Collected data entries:

━━━━━━━━

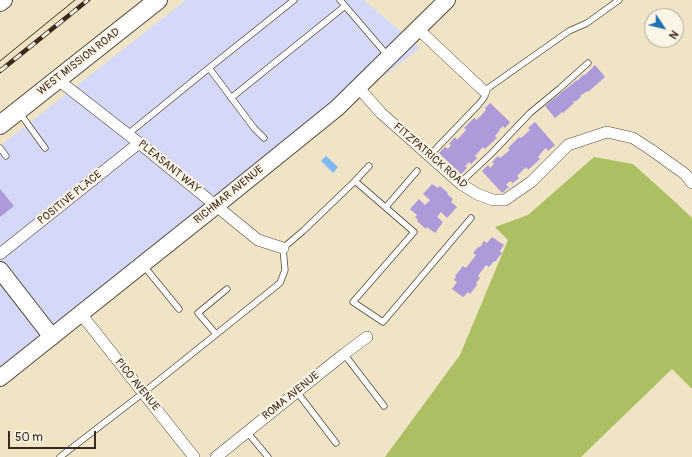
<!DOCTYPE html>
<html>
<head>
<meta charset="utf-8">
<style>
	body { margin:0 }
	#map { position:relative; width:692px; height:457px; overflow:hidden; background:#f0e4c6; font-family:Pangolin,sans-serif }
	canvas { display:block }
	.north { position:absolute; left:644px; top:8px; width:40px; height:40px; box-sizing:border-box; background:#fcf5e5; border:1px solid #afa495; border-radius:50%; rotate:125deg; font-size:11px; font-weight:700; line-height:16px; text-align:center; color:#3b2a1e }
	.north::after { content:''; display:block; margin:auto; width:14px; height:18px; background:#1f6fb2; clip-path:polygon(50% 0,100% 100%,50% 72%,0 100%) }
	.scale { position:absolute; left:8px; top:431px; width:88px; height:18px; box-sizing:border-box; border:2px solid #3b2a1e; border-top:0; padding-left:5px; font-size:12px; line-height:14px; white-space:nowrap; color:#3b2a1e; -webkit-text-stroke:3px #fcf5e5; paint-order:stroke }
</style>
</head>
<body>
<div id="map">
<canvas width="692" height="457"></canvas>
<div class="north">N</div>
<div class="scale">50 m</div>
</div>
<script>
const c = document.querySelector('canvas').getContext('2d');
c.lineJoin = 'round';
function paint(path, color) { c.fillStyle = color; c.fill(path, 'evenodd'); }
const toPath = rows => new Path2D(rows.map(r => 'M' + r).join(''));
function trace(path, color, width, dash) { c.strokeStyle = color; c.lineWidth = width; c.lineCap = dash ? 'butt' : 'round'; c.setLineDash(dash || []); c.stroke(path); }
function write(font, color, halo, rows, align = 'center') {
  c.font = font + ' Pangolin,sans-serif'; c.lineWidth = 4; c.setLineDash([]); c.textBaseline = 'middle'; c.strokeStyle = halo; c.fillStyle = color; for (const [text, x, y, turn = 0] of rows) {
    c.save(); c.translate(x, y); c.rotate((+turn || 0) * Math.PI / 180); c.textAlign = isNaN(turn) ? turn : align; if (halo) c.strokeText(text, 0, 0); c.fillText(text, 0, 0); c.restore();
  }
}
paint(toPath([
	[186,0,364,0,420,48,0,370,0,146]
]), '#d4d8f9');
paint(toPath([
	[594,157,633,164,673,200,692,218,692,389,672,369,581,457,385,457,460,355,508,240,495,227,528,215]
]), '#acbf63');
paint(toPath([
	[326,156,338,167,333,173,321,161]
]), '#7fbbf2');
paint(toPath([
	[595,65,605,77,588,92,587,91,580,96,581,97,576,101,575,101,573,102,574,103,563,113,562,112,555,118,545,106,577,80,577,81,583,75,585,75],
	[490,103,510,122,505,128,503,126,499,130,499,131,495,136,497,138,485,149,483,147,475,156,477,158,471,164,469,162,465,166,467,168,461,174,439,153,445,147,448,149,451,145,449,144,455,137,457,140,466,130,464,128,474,118,477,120,486,110,485,108],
	[535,122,555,145,548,151,546,148,542,152,538,157,540,159,528,170,526,167,517,176,519,178,513,183,510,181,506,185,509,187,502,193,482,171,488,165,490,168,494,164,492,162,498,156,500,158,510,150,508,148,519,137,521,138,530,130,528,128],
	[432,184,438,188,440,186,448,193,447,194,453,199,451,202,457,207,447,218,441,212,437,217,443,222,435,233,427,227,426,229,417,221,418,220,415,217,417,215,410,209,419,199,425,205,430,200,423,194],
	[0,189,14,206,0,217],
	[492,237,504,245,500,251,502,253,495,262,494,261,489,267,486,265,478,276,480,278,476,283,477,285,470,294,468,292,463,297,452,289,457,282,454,280,456,277,455,276,463,266,466,268,476,255,473,253,478,247,480,247,484,241,487,243]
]), '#ae99d9');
const lane = toPath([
	[340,0,388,56],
	[231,98,345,6],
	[19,112,45,148],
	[128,134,209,68],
	[264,138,254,128,209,68,294,0],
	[0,148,6,156],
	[430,155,480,103,485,96,484,91,569,31,587,23,619,0],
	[369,166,355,181,414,232,353,302,383,322,471,218],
	[460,183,491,154,530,113,559,89,588,63],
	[386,207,417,171],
	[143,265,179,309],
	[216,334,198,313,227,289],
	[344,354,384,406],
	[297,392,336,443],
	[247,432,268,457],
	[60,457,143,393,280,283,285,270,283,248,303,231,355,181]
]);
const street = toPath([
	[418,29,484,91],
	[57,79,139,143,258,240,283,248],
	[358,87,381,113,461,184,477,194,493,200,505,200,531,182,568,145,607,132,633,138,650,149,685,174,692,183],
	[0,254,139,143],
	[81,314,194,457],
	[216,457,344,354,367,337]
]);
const secondary = toPath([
	[0,3,4,0],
	[0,270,52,337],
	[0,378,217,205,337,108,447,0]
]);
const primary = toPath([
	[0,125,158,0]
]);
trace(lane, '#564637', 7);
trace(street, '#564637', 12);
trace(secondary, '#564637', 18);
trace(primary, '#564637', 20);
trace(lane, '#fff', 5.5);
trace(street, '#fff', 11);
trace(secondary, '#fff', 16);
trace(primary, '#fff', 18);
trace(toPath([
	[0,61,75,0]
]), '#3b2a1e', 1);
const rail = toPath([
	[0,71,88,0]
]);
trace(rail, '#3b2a1e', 4.5);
trace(rail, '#fcf5e5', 3, [9]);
write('11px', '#3b2a1e', '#fcf5e5', [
	["WEST MISSION ROAD",79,62,-38],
	["FITZPATRICK ROAD",430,156,41],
	["PLEASANT WAY",169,167,39],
	["RICHMAR AVENUE",229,195,-39],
	["POSITIVE PLACE",70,198,-39],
	["PICO AVENUE",137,385,51],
	["ROMA AVENUE",291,396,-39]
]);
</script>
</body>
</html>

━━━━━━━━

_What the task requires_
Please return all lines above in which the string "align" is found.

_Response area_
	.north { position:absolute; left:644px; top:8px; width:40px; height:40px; box-sizing:border-box; background:#fcf5e5; border:1px solid #afa495; border-radius:50%; rotate:125deg; font-size:11px; font-weight:700; line-height:16px; text-align:center; color:#3b2a1e }
function write(font, color, halo, rows, align = 'center') {
    c.save(); c.translate(x, y); c.rotate((+turn || 0) * Math.PI / 180); c.textAlign = isNaN(turn) ? turn : align; if (halo) c.strokeText(text, 0, 0); c.fillText(text, 0, 0); c.restore();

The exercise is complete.